If we are to believe the authors of The Pretty Women of Paris, lesbianism, or ‘tribadism’ as they so quaintly put it, was common practice amongst Parisian prostitutes, although its extent may well have become exaggerated in their overheated imaginations. These lesbian encounters are described in the book with that curious mixture of moral disapproval and salivating prurience that still characterises attitudes to sex in much of the British popular press.

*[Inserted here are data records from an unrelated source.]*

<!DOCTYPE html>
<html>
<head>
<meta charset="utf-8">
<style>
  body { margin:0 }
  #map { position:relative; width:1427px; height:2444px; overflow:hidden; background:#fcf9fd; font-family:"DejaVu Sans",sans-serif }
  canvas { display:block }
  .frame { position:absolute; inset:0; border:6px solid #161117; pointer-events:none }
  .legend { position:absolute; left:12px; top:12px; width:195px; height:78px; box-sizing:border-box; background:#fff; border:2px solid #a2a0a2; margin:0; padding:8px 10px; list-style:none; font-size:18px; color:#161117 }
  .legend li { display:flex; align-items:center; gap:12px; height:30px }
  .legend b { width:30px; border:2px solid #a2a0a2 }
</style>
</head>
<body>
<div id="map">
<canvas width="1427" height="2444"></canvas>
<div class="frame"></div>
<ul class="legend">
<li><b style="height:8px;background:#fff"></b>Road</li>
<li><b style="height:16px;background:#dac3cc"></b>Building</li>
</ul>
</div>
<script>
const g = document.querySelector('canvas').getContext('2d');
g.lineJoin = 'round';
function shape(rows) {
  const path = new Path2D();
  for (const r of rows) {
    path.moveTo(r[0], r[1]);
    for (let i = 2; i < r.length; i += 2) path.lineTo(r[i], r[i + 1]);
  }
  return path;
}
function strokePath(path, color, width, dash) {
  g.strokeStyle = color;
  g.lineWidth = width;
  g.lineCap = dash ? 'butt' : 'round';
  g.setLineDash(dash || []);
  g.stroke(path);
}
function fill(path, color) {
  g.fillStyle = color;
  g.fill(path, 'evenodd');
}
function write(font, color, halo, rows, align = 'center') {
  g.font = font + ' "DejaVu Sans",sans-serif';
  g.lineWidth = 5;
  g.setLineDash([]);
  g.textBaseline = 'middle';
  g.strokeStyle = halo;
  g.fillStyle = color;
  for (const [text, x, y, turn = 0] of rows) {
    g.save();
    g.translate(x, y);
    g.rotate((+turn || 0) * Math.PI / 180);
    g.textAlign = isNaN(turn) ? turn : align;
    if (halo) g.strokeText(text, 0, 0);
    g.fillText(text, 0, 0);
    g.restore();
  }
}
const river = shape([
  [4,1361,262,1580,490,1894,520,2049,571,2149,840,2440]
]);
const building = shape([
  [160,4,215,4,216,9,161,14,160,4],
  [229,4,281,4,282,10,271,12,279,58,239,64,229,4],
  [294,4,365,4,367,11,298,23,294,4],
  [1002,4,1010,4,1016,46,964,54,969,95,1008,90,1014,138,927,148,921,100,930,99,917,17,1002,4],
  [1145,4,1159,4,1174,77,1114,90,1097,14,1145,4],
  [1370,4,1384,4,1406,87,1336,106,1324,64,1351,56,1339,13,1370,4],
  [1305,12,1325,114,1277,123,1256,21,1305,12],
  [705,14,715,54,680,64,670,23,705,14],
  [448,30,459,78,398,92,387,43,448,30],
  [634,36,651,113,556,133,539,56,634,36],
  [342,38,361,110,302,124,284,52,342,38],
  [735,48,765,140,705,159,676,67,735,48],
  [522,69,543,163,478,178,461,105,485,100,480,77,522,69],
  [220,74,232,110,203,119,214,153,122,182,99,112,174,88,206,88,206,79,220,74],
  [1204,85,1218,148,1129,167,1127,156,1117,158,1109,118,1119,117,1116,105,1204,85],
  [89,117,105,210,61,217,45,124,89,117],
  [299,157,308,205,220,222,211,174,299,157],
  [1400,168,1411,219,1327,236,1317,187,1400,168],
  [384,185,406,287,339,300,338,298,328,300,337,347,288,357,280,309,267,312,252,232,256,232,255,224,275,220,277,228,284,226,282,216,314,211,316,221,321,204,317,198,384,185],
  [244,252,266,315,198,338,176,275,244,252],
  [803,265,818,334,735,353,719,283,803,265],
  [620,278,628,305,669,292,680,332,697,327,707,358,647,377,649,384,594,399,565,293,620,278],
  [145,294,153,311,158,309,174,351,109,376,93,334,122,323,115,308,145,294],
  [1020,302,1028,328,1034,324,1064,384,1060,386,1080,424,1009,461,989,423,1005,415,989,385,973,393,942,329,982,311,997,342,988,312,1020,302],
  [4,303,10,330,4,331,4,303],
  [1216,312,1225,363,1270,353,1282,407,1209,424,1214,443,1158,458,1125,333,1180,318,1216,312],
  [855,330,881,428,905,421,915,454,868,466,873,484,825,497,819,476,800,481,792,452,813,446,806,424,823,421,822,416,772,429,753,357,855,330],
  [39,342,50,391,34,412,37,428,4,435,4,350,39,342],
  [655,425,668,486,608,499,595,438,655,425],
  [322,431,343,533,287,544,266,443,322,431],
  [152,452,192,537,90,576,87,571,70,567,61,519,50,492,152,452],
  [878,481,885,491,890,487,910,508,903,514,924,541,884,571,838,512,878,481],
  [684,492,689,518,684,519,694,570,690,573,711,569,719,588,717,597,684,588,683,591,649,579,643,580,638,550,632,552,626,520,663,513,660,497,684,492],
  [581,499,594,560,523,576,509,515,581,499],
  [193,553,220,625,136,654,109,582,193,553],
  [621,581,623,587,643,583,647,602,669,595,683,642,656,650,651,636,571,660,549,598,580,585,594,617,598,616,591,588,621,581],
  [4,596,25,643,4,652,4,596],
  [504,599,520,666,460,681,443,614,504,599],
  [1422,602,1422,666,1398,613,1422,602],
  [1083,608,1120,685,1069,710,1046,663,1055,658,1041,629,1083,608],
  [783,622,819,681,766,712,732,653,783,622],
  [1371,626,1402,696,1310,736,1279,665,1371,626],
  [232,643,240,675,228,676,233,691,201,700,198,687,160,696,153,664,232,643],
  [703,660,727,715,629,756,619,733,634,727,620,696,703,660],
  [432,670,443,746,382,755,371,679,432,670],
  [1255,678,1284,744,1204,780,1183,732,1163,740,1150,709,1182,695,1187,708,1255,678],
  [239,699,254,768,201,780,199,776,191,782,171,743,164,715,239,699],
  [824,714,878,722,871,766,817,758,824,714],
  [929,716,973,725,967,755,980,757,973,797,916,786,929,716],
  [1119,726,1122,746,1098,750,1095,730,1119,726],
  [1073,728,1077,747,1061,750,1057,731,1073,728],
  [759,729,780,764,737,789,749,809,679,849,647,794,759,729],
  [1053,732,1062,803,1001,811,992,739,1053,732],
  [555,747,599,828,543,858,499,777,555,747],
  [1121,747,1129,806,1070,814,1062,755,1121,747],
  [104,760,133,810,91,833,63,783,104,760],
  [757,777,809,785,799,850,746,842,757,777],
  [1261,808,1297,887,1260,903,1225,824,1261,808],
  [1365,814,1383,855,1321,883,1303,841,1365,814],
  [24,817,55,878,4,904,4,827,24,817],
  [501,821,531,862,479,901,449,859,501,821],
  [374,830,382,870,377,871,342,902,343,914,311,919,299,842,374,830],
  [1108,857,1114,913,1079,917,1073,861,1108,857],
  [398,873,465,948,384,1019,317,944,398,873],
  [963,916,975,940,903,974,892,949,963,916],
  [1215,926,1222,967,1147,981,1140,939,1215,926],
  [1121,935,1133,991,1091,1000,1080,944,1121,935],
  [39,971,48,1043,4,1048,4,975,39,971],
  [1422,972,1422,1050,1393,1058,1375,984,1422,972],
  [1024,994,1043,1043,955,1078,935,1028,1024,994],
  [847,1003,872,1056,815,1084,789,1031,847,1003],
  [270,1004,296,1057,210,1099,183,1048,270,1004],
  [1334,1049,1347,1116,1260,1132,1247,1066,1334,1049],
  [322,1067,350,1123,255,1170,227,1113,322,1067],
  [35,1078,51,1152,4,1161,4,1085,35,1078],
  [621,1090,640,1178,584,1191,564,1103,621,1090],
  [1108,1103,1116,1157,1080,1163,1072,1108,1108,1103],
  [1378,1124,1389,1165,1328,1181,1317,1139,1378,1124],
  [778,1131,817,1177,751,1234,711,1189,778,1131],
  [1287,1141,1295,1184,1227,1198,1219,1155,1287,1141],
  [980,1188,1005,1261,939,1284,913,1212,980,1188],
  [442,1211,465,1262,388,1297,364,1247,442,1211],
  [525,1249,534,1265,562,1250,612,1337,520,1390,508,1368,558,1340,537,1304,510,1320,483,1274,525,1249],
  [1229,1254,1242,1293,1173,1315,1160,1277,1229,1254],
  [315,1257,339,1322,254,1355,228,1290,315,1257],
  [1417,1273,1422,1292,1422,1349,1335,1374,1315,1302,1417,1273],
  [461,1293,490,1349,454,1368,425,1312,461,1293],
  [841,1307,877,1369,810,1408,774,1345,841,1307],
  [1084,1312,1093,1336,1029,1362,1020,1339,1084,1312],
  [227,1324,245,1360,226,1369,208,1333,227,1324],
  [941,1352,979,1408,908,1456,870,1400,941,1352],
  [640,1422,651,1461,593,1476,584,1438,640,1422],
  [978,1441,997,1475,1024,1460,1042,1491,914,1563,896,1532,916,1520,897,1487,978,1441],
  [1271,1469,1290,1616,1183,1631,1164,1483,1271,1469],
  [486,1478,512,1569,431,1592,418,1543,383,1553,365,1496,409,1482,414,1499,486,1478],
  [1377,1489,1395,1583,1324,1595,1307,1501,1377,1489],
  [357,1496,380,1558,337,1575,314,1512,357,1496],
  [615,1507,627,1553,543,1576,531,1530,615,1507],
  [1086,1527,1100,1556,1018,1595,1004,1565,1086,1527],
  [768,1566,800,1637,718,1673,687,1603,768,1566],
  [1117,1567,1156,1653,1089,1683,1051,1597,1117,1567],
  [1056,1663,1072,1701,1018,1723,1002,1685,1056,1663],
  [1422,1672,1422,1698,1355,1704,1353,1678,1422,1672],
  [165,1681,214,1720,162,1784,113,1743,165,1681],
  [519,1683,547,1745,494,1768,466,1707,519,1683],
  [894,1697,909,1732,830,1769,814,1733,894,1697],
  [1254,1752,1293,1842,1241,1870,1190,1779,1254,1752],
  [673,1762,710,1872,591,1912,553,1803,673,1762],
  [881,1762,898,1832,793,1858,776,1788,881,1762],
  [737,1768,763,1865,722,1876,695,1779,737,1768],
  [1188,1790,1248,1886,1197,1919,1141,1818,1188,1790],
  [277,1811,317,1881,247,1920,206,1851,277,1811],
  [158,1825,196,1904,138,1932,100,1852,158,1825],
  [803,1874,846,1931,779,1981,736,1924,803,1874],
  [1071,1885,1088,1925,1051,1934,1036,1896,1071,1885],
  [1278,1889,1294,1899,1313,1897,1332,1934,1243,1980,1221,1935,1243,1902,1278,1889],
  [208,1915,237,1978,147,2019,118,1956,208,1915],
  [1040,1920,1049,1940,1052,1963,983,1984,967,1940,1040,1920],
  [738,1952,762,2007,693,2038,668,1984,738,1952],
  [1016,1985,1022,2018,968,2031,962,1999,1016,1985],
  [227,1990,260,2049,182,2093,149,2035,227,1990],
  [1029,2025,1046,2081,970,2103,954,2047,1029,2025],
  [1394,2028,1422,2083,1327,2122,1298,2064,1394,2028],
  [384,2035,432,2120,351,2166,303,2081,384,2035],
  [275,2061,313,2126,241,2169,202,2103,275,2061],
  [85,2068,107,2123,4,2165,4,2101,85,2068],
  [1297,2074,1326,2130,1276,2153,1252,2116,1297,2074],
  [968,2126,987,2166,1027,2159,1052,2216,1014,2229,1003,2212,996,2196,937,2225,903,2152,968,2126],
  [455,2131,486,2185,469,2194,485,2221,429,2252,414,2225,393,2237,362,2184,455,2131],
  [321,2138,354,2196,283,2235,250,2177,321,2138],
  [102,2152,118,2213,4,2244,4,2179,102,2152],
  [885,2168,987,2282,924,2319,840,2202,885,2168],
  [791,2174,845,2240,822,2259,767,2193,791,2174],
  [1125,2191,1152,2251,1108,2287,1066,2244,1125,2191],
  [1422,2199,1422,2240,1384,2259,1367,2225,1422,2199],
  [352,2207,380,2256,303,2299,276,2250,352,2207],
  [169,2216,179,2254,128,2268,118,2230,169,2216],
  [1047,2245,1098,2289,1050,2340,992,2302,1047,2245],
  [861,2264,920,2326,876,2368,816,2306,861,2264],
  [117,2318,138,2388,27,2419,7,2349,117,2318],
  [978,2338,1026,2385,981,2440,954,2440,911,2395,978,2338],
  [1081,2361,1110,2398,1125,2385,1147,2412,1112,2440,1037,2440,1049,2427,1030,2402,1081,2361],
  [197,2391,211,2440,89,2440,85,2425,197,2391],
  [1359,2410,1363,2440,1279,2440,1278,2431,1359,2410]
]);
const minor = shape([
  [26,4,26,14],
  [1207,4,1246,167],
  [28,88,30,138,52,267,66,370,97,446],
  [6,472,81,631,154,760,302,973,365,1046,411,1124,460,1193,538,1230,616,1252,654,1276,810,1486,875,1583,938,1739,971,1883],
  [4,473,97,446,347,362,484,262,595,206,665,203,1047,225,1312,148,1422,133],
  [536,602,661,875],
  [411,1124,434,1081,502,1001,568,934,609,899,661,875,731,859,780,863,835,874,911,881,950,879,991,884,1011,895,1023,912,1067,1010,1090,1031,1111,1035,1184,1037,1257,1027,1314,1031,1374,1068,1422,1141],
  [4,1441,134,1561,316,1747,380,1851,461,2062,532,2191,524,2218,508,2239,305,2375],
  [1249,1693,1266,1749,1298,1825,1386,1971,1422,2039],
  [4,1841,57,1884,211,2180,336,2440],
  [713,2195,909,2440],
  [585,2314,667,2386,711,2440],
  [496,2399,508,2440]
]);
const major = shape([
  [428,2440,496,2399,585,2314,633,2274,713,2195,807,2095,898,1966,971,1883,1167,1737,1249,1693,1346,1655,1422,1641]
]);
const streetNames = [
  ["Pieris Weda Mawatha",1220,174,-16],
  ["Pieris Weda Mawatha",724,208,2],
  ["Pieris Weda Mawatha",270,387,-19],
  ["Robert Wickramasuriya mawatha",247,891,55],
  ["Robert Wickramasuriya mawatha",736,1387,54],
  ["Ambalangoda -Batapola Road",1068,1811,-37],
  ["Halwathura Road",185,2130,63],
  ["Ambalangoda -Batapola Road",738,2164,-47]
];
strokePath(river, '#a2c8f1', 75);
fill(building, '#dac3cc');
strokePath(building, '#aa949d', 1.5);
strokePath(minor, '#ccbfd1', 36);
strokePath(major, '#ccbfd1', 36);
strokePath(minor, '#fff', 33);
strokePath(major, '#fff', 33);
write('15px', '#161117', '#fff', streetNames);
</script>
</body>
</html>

So we read of the ‘disgusting caresses’ common to French prostitutes and the ‘Sapphic ties, of which Parisian unfortunates are generally so fond’, and of Janvier, ‘an insatiable devotee of lesbian love’, who ‘pursues her prey in the corridors of the Opera like a man’, of Nina Melcy, mistress of a British Member of Parliament, who ‘adores her own sex, but only when there is an important debate in the House’, and of Juliette Grandville who is ‘often Sappho by day and Messalina by night, rushing eagerly to the arms of her masculine adorer with the glorious traces of some girlish victim’s excitement on her feverish ruby lips.’ To see lesbian acitivity was clearly exciting to many men in nineteenth-century Paris.
We are told of Thérèse Bréval that ‘a favourite after-supper diversion is the spectacle of Thérèse making love to one of her own sex.’ Still closer to Degas’ print is the description of the love-making of Laure Heymann with the black Countess Mimi Pegère: ‘It is a glorious sight to see the fair Laure locked in the serpentine embrace of the lecherous little Sappho, who is as black as coal, being a native of Haiti.’ In its listing of the licensed brothels of Paris, The Pretty Women of Paris describes the brothel at 12 Rue de Charbanais as ‘The finest bagnio in the world. Each room is decorated in a different style, regardless of expense... A negress is kept on the establishment. This is a favourite resort of the upper ten, and many ladies, both in society and out of it, come here alone, or with their lovers, for lesbian diversions.’ The monotype prints of brothels are among the most private and personal of Degas’ works. It was rare for him to treat the theme of prostitution as directly and openly in his larger-scale and more public works.
An exception, though, was Women on a Café Terrace, Evening, which Degas showed at the Third Impressionist Exhibition in 1877. Like Madame’s Name-Day (p. 39) it is executed in pastel on top of a monotype print, but on a considerably larger scale. It shows gaudily-plumed and fashionably-dressed prostitutes going about their business of attracting passers-by on a busy gas-lit boulevard.